If the offer coming in to your company really won’t make your boat go faster (or whatever analogy you like), saying no could keep you on track. We’ve had to turn down two licensing deals from major retailers because they wanted to use our brand on inferior products. It was SO painful saying no to much-needed lucrative deals (I felt sick!) but we really felt the harm to our brand could be irreparable so ‘no’ it was. Big sigh!
By the time you’re busy enough and big enough to need systems, it’s too late and too hard to see the wood for the trees. Customer lists and CRM requirements will be complex and time consuming to organise and upload to any automated system you employ. I wish we’d foreseen that stage sooner and integrated systems that could grow with us instead of retro-fitting them!! Just saying!
5) The Small Print Is There For A Reason – Ugh
Sometimes entrepreneurial, creative brains are not the same type that relish handling small print and micro details. However those are the very aspects that can pull you down and cost big money – whether it’s over staff contracts or your trading Ts and Cs. I’d add protective Trademarks into this list too.
It’s so tempting to spend your budget (especially if it’s limited) on new developments and marketing – but do ensure you’ve also dotted your i’s first. The grandfather of a friend of mine invented a delicious yeast extract spread…and the one year he didn’t get round to sorting out his legal patent/trademark aspects, was the year his recipe got er, borrowed. Love it or hate it, we all know it as a spreadable treat for our toast, but that Grandpa got no pennies for this household favourite.
6) Social Media – Lights, Camera, Action
Creating the human side of your business for Facebook, Pinterest, Linked In, Twitter etc is important. Having a camera or phone that can take decent images for uploading, is a must these days, as well as remembering to snap moments that can be uploaded. Luckily my company, The English Cream Tea Company, has a great many photographic opportunities as cakes, scones, baking, tea parties are all photogenic! However, most (all?) businesses can be supported by visual images for slides, Twitter, Pinterest, Facebook, press releases and so on.

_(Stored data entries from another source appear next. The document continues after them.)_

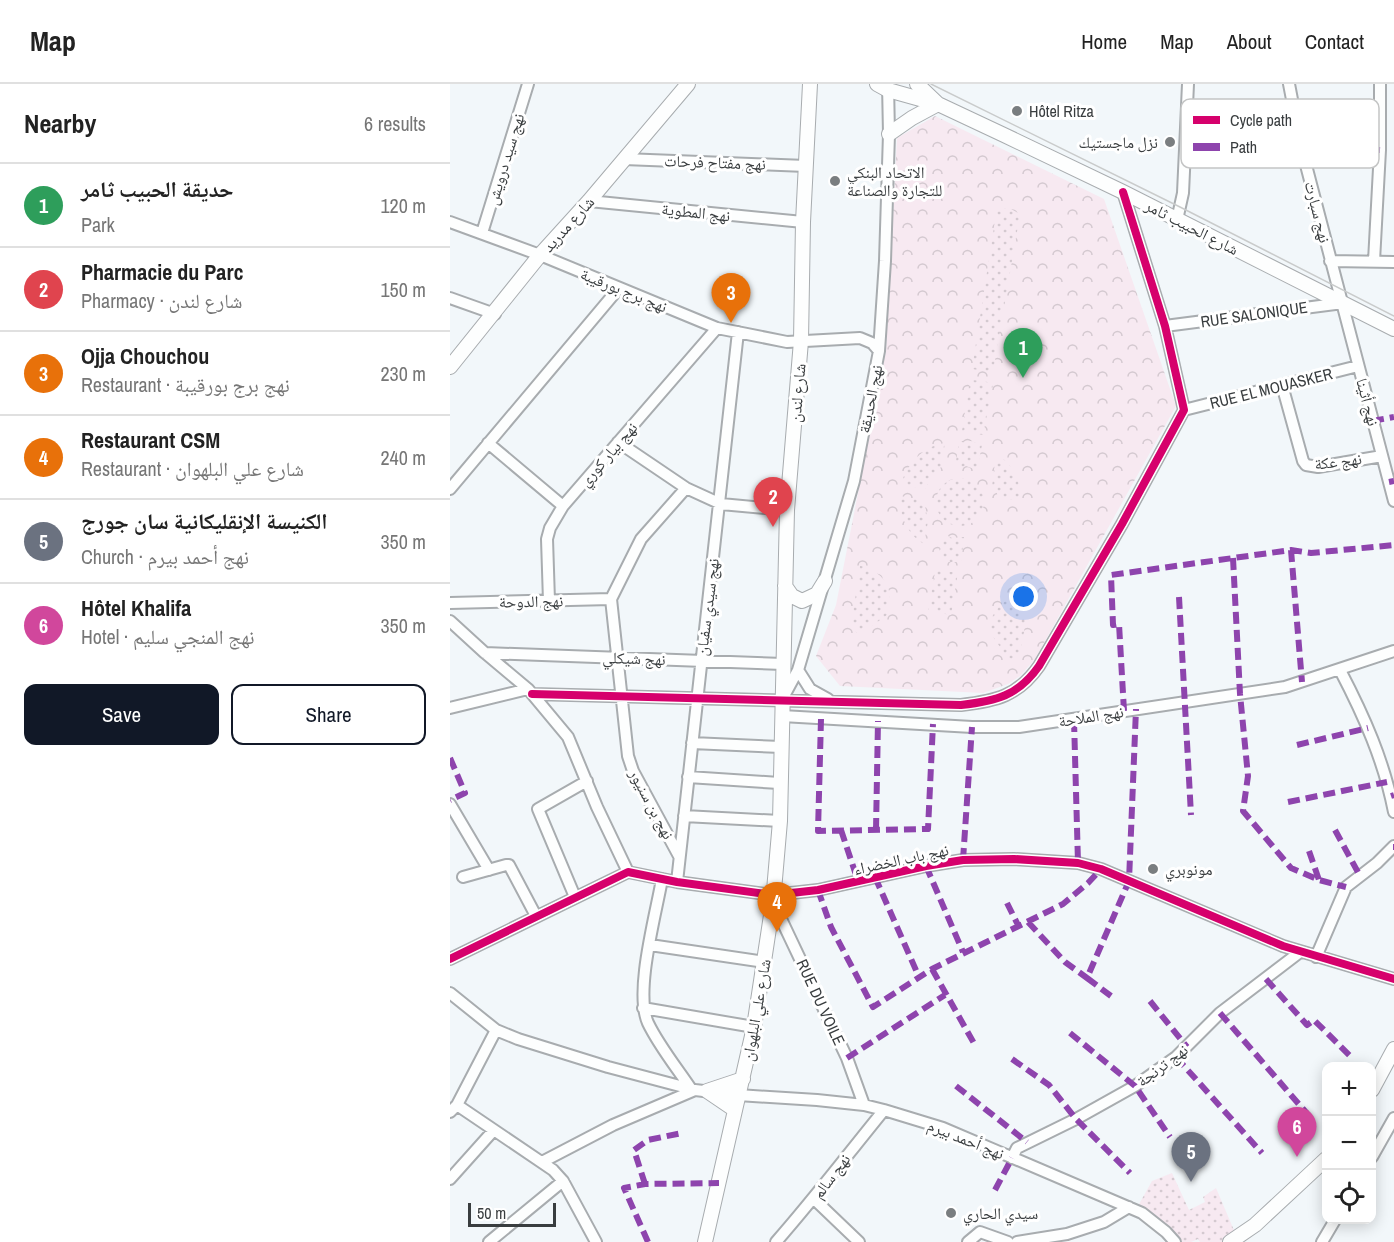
<!DOCTYPE html>
<meta charset="utf-8">
<style>
:root{--surface:#fff;--page:#f2f2f2;--text:#222;--muted:#767676;--line:#e0e0e0;--accent:#111827}
body{margin:0;font-family:"Archivo Narrow","Noto Naskh Arabic",sans-serif;background:var(--page);color:var(--text)}
.controls{position:absolute;right:18px;bottom:18px;display:grid;overflow:hidden;border-radius:12px;box-shadow:0 3px 15px #0003}
.controls button{width:54px;height:54px;display:grid;place-items:center;padding:0;border:0;border-bottom:2px solid var(--line);background:var(--surface);color:var(--text);font:30px sans-serif}
.scale{position:absolute;left:18px;bottom:15px;width:88px;box-sizing:border-box;padding-left:6px;border:3px solid #393d3f;border-top:0;font-size:16px;line-height:21px;white-space:nowrap;color:#393d3f;-webkit-text-stroke:4px #fff;paint-order:stroke}
.you{position:absolute;left:574px;top:513px;width:21px;height:21px;margin:-15px;border:4px solid #fff;border-radius:50%;background:#1a73e8;box-shadow:0 0 0 9px #1a73e833}
.badge{display:grid;place-items:center;width:39px;height:39px;border-radius:50%;background:var(--accent);color:#fff;font-size:20px;font-weight:700}
.pin{position:absolute;translate:-50% -50px;filter:drop-shadow(0 2px 3px #0008)}
.pin::after{content:'';position:absolute;top:32px;width:21px;height:18px;background:inherit;clip-path:polygon(0 0,100% 0,50% 100%)}
.list{margin:0;padding:0;list-style:none}
h2{display:flex;justify-content:space-between;align-items:center;height:78px;margin:0;padding:0 24px;font-size:26px}
h2 small{font-size:20px;font-weight:400;color:var(--muted)}
.list li{display:grid;grid-template-columns:39px 1fr auto;gap:18px;align-items:center;box-sizing:border-box;height:84px;padding:0 24px;border-top:2px solid var(--line)}
.list b{display:block;font-size:22px;white-space:nowrap}
.list p{margin:0;font-size:20px;white-space:nowrap;color:var(--muted)}
.list em{font-size:20px;font-style:normal;color:var(--muted)}
.actions{display:flex;gap:12px;padding:18px 24px}
.actions a{flex:1;padding:14px 0;border:2px solid var(--accent);border-radius:12px;text-align:center;font-size:21px;color:var(--accent)}
.actions .main{background:var(--accent);color:#fff}
.icon{flex:none;width:33px;height:33px;fill:none;stroke:currentColor;stroke-width:2;stroke-linecap:round;stroke-linejoin:round}
.map{position:relative;flex:none;width:944px;height:1158px;overflow:hidden}
header{display:flex;align-items:center;gap:36px;box-sizing:border-box;height:84px;padding:0 30px;background:var(--surface);border-bottom:2px solid var(--line)}
header strong{font-size:28px}
nav{display:flex;gap:33px;margin-inline-start:auto;font-size:21px}
main{display:flex}
aside{flex:1;background:var(--surface)}
.map>svg:first-child{display:block}
.park{fill:url(#park-crowns)}
.garden{fill:url(#garden-dots)}
.lines{fill:none;stroke-linecap:round;stroke-linejoin:round}
.street-casing{stroke:#a8acaf;stroke-width:14}
.secondary-casing{stroke:#a8acaf;stroke-width:16}
.street{stroke:#fdfefe;stroke-width:10}
.secondary{stroke:#fdfefe;stroke-width:14}
.tram{stroke:#c9cbcb;stroke-width:1.5}
.quiet{stroke:#8e44ad;stroke-width:6;stroke-dasharray:12 6;stroke-linecap:butt}
.cycleway-casing{stroke:#fff;stroke-width:11}
.cycleway{stroke:#d6006c;stroke-width:8}
.poi-dot{fill:#7a7e80;stroke:#fff;stroke-width:2}
.labels{text-anchor:middle;dominant-baseline:central;stroke-width:6;stroke-linejoin:round;paint-order:stroke}
.poi-label{font-size:16px;fill:#393d3f;stroke:#fff;text-anchor:start}
.street-label{font-size:16px;fill:#393d3f;stroke:#fff}
.key{fill:#fff;stroke:#c4c5c5;stroke-width:1.5}
.key-label{font-size:16px;fill:#393d3f}
</style>
<header>
<strong>Map</strong>
<nav><a>Home</a><a>Map</a><a>About</a><a>Contact</a></nav>
</header>
<main>
<aside>
<h2>Nearby<small>6 results</small></h2>
<ul class="list">
<li><span class="badge" style="background:#2e9e5b">1</span><div><b>حديقة الحبيب ثامر</b><p>Park</p></div><em>120 m</em></li>
<li><span class="badge" style="background:#e0444e">2</span><div><b>Pharmacie du Parc</b><p>Pharmacy · شارع لندن</p></div><em>150 m</em></li>
<li><span class="badge" style="background:#e8710a">3</span><div><b>Ojja Chouchou</b><p>Restaurant · نهج برج بورقيبة</p></div><em>230 m</em></li>
<li><span class="badge" style="background:#e8710a">4</span><div><b>Restaurant CSM</b><p>Restaurant · شارع علي البلهوان</p></div><em>240 m</em></li>
<li><span class="badge" style="background:#6b7280">5</span><div><b>الكنيسة الإنقليكانية سان جورج</b><p>Church · نهج أحمد بيرم</p></div><em>350 m</em></li>
<li><span class="badge" style="background:#d1479c">6</span><div><b>Hôtel Khalifa</b><p>Hotel · نهج المنجي سليم</p></div><em>350 m</em></li>
</ul>
<div class="actions"><a class="main">Save</a><a>Share</a></div>
</aside>
<div class="map">
<svg width="944" height="1158" viewBox="0 0 944 1158">
<defs>
<pattern id="park-crowns" width="20" height="18" patternUnits="userSpaceOnUse" patternTransform="scale(1.5)"><rect width="20" height="18" fill="#f7e9f1"/><path d="M2 6a3 3 0 1 1 6 0M12 15a3 3 0 1 1 6 0" fill="none" stroke="#d4c9d0"/></pattern>
<pattern id="garden-dots" width="8" height="8" patternUnits="userSpaceOnUse" patternTransform="scale(1.5)"><rect width="8" height="8" fill="#f7e9f1"/><path d="M2 2h.1M6 6h.1" fill="none" stroke="#d4c9d0" stroke-width="1.8" stroke-linecap="round"/></pattern>
</defs>
<rect width="100%" height="100%" fill="#f2f7fa"/>
<path class="park" d="M485,32L654,115L726,322L585,575L570,592L558,600L533,609L390,602L366,572L386,521L436,267L447,54Z"/>
<path class="garden" d="M551,124L561,125L568,129L569,136L543,288L522,285L546,130L547,126Z
M520,296L534,297L543,300L533,351L512,347Z
M509,357H521L532,361L527,386L516,382L505,384Z
M495,359L490,387L483,391L475,405L451,401C456,381 473,362 495,359Z
M546,370C563,379 571,398 571,417L548,414L546,405L542,403Z
M486 418a24 24 0 1 1 48 0a24 24 0 1 1-48 0Z
M451,412L474,417L478,437L474,460C458,451 448,431 451,412Z
M492,449L502,454L514,453L511,478H496L488,474Z
M410,482C417,482 422,486 428,490C443,503 440,512 437,531L412,549H407L401,542Z
M486,483L497,488H508L501,531L478,527Z
M572,510L580,511L570,572L564,576L557,573L539,547C540,528 554,514 572,510Z
M722,1089L739,1126L755,1118L753,1113L766,1104L786,1151L774,1158H750L748,1155L741,1158H728L688,1122L702,1097Z"/>
<g class="lines">
<g class="street-casing">
<path id="street" d="M839,0L851,62L944,417
M174,75L356,82
M139,117L353,138
M727,136L733,109L738,0
M0,138L90,171L267,244L337,258L410,254L422,259L429,267
M32,149L78,0
M880,177L944,178
M924,177L930,66V0
M0,214L45,230
M715,242L893,219
M832,301L853,377L856,381L868,383L932,372
M734,326L908,282
M168,358L236,404L271,420L337,426
M38,359L113,422
M0,405L169,204
M99,517L97,455L100,444L113,422L267,244
M0,519L161,515
M0,537L35,569L78,605L118,653L147,723L178,788
M35,569L333,580
M348,586L360,605L378,615
M890,586C914,632 934,677 944,728
M82,610L511,621C546,617 568,612 589,582L672,440L734,326L715,242L673,108
M334,612L348,586L404,397L429,267L435,177L439,50L438,0
M0,624L78,605
M332,632L522,643H569L835,603L944,567
M242,659L331,663
M238,693L329,699
M0,720L39,786
M234,732L330,737
M229,772L183,687L178,672L161,515L191,455L236,404
M13,793L56,781H59L86,832
M212,795C206,830 184,908 198,939C209,962 227,984 241,1005
M227,798C246,614 269,432 288,248
M125,813L88,725L137,697
M323,818L397,974L414,1021
M200,861L315,878
M866,873L896,803L927,779L944,762
M0,875L178,788L227,798L323,811L368,806L476,782L513,776L564,775L628,779L651,785L833,862L944,895
M0,909L46,946L68,955L158,983L245,1006L288,1011L367,1016L414,1021L434,1026L493,1044L692,1129L716,1148L725,1158
M193,924L304,943
M7,1021L103,1086L113,1097L146,1158
M0,1028L7,1021L46,946
M922,1073L944,1034
M562,1074L567,1064L626,1035L685,1002L726,973L770,929L850,868
M92,1078L163,1041L245,1006
M0,1095L43,1047
M364,1115L409,1158
M39,1158L113,1097
M326,1158C364,1115 398,1070 434,1026
M518,1158L530,1148L558,1158
M567,1158L617,1150L654,1138L679,1123
M872,1158L885,1136"/>
</g>
<g class="secondary-casing">
<path id="secondary" d="M427,0L438,6L488,20L554,51L673,108L944,245
M439,50L462,34L488,20L467,0
M0,283L90,171L139,117L238,0
M335,502L342,512L352,517L367,510L375,497
M922,1006L944,965
M285,1026L257,1007L293,995
M255,1158L304,943L323,818L330,737L337,426L351,257L353,138L360,0
M780,1158L805,1141L876,1075"/>
</g>
<use href="#street" class="street"/>
<use href="#secondary" class="secondary"/>
<path class="tram" d="M481,0L730,123L944,232"/>
<path class="quiet" d="M851,62L930,66
M922,337L944,333
M939,398L944,397
M841,466L852,598
M783,474L790,610L798,692L793,727L841,784L869,796L896,803
M729,513L741,731
M674,627L669,540L663,541L661,491L841,466L861,469L944,461
M371,635L368,747L478,745L483,640
M624,636L628,779
M847,661L918,644
M0,674L15,709L0,716
M941,712L944,711
M838,718L937,698
M391,746L408,797
M426,746L428,637
M885,746L910,792
M943,763H944
M859,767L869,796
M513,776L522,643
M476,782L513,868
M425,793L469,893
M368,806L381,843L423,923L482,885L613,820L638,799L651,785
M557,819L569,843
M578,838L615,878L637,894
M482,885L525,961
M816,895L857,941L864,936L903,975
M661,912L637,894L679,797L686,625
M700,917L737,963
M770,929L860,1033
M620,949L685,1002L720,1053
M726,973L812,1069
M397,974L495,911
M562,975L599,1001L626,1035L680,1089
M506,1002L577,1058
M195,1100L184,1066L198,1056L232,1049
M545,1106L562,1074
M198,1158L174,1104L195,1100L269,1099"/>
<g class="cycleway-casing">
<path id="cycleway" d="M82,610L511,621C546,617 568,612 589,582L672,440L734,326L715,242L673,108
M0,875L178,788L227,798L323,811L368,806L476,782L513,776L564,775L628,779L651,785L833,862L944,895"/>
</g>
<use href="#cycleway" class="cycleway"/>
</g>
<g class="poi-dot">
<circle cx="567" cy="27" r="6"/>
<circle cx="720" cy="58" r="6"/>
<circle cx="385" cy="97" r="6"/>
<circle cx="703" cy="785" r="6"/>
<circle cx="501" cy="1129" r="6"/>
</g>
<g class="labels">
<g class="poi-label">
<text x="579" y="27">Hôtel Ritza</text>
<text x="708" y="58" text-anchor="end">نزل ماجستيك</text>
<text x="397" y="88">الاتحاد البنكي<tspan x="397" dy="18">للتجارة والصناعة</tspan></text>
<text x="715" y="785">مونوبري</text>
<text x="513" y="1129">سيدي الحاري</text>
</g>
<g class="street-label">
<text transform="translate(55 75) rotate(-73)">نهج سيد درويش</text>
<text transform="translate(265 78) rotate(2)">نهج مفتاح فرحات</text>
<text transform="translate(246 128) rotate(6)">نهج المطوية</text>
<text transform="translate(868 128) rotate(76)">نهج سبارت</text>
<text transform="translate(118 140) rotate(-48)">شارع مدريد</text>
<text transform="translate(742 143) rotate(27)">شارع الحبيب ثامر</text>
<text transform="translate(174 206) rotate(22)">نهج برج بورقيبة</text>
<text transform="translate(804 230) rotate(-8)">RUE SALONIQUE</text>
<text transform="translate(821 304) rotate(-14)">RUE EL MOUASKER</text>
<text transform="translate(347 309) rotate(-85)">شارع لندن</text>
<text transform="translate(420 315) rotate(-79)">نهج الحديقة</text>
<text transform="translate(918 318) rotate(75)">نهج أثينا</text>
<text transform="translate(158 370) rotate(-49)">نهج بيار كوري</text>
<text transform="translate(888 377) rotate(-7)">نهج عكة</text>
<text transform="translate(81 517) rotate(-1)">نهج الدوحة</text>
<text transform="translate(257 523) rotate(-83)">نهج سيدي سفيان</text>
<text transform="translate(184 574) rotate(2)">نهج شيكلي</text>
<text transform="translate(641 632) rotate(-9)">نهج الملاحة</text>
<text transform="translate(202 720) rotate(62)">نهج بن سنيور</text>
<text transform="translate(451 775) rotate(-12)">نهج باب الخضراء</text>
<text transform="translate(371 918) rotate(65)">RUE DU VOILE</text>
<text transform="translate(306 926) rotate(-80)">شارع علي البلهوان</text>
<text transform="translate(712 981) rotate(-37)">نهج ترنجة</text>
<text transform="translate(516 1055) rotate(22)">نهج أحمد بيرم</text>
<text transform="translate(381 1092) rotate(-53)">نهج سالم</text>
</g>
</g>
<rect x="731" y="15" width="198" height="69" rx="9" class="key"/>
<rect x="743" y="32" width="27" height="8" fill="#d6006c"/>
<rect x="743" y="59" width="27" height="8" fill="#8e44ad"/>
<g class="key-label">
<text x="780" y="42">Cycle path</text>
<text x="780" y="69">Path</text>
</g>
</svg>
<div class="controls">
<button>+</button>
<button>−</button>
<button><svg class="icon" aria-label="locate" viewBox="0 0 24 24"><circle cx="12" cy="12" r="6"/><path d="M12 2v4M12 18v4M2 12h4M18 12h4"/></svg></button>
</div>
<div class="scale">50 m</div>
<div class="you"></div>
<div class="pin badge" style="left:573px;top:294px;background:#2e9e5b">1</div>
<div class="pin badge" style="left:323px;top:443px;background:#e0444e">2</div>
<div class="pin badge" style="left:281px;top:239px;background:#e8710a">3</div>
<div class="pin badge" style="left:327px;top:848px;background:#e8710a">4</div>
<div class="pin badge" style="left:741px;top:1098px;background:#6b7280">5</div>
<div class="pin badge" style="left:847px;top:1073px;background:#d1479c">6</div>
</div>
</main>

Also, invest in having a really good self portrait taken but go to an expert for that bit. I’m being asked for a photo to support blogs, competitions entries, press releases and more all the time. A home-made naff photo won’t do (just look at some of the inappropriate ones on Linked In – ones from weddings, people on holiday with drinks in their hands, grainy/dark photos etc). Nope – it’s a must, get yourself to a portrait photographer now!
7) Stay On Brand
We have a fab branding designer who protects the brand from people like me tweaking and adapting the logo, the pantone colours, the dimensions and any other aspects that would affect the visual appearance of the brand. Even some large companies have different departments each making small changes to the stationery or creating their own leaflets/adverts with altered logo sizes and fonts.
Go for uniformity throughout including any packaging, stationery, adverts, Twitter backgrounds and more. However, your corporate ethos and tone are vital too…plus uniform (if appropriate) and any aspect that comes into contact with customers.
8) And The Winner is!
Enter competitions often…even if you don’t think you have the slightest chance. It’s a great discipline to fill in the application form to start! It hones your thoughts, helps you to recognise some of your progress and achievements – and the process almost always brings publicity whether or not you win. Plus, you’ll never win anything you don’t enter, will you?!
We’ve been lucky enough to win a host of awards such as a Small Business of the Year one. Now, who knows if we really are the most outstanding small business – BUT perhaps, just perhaps, no other companies entered our category! Give it a go, you literally have nothing to lose!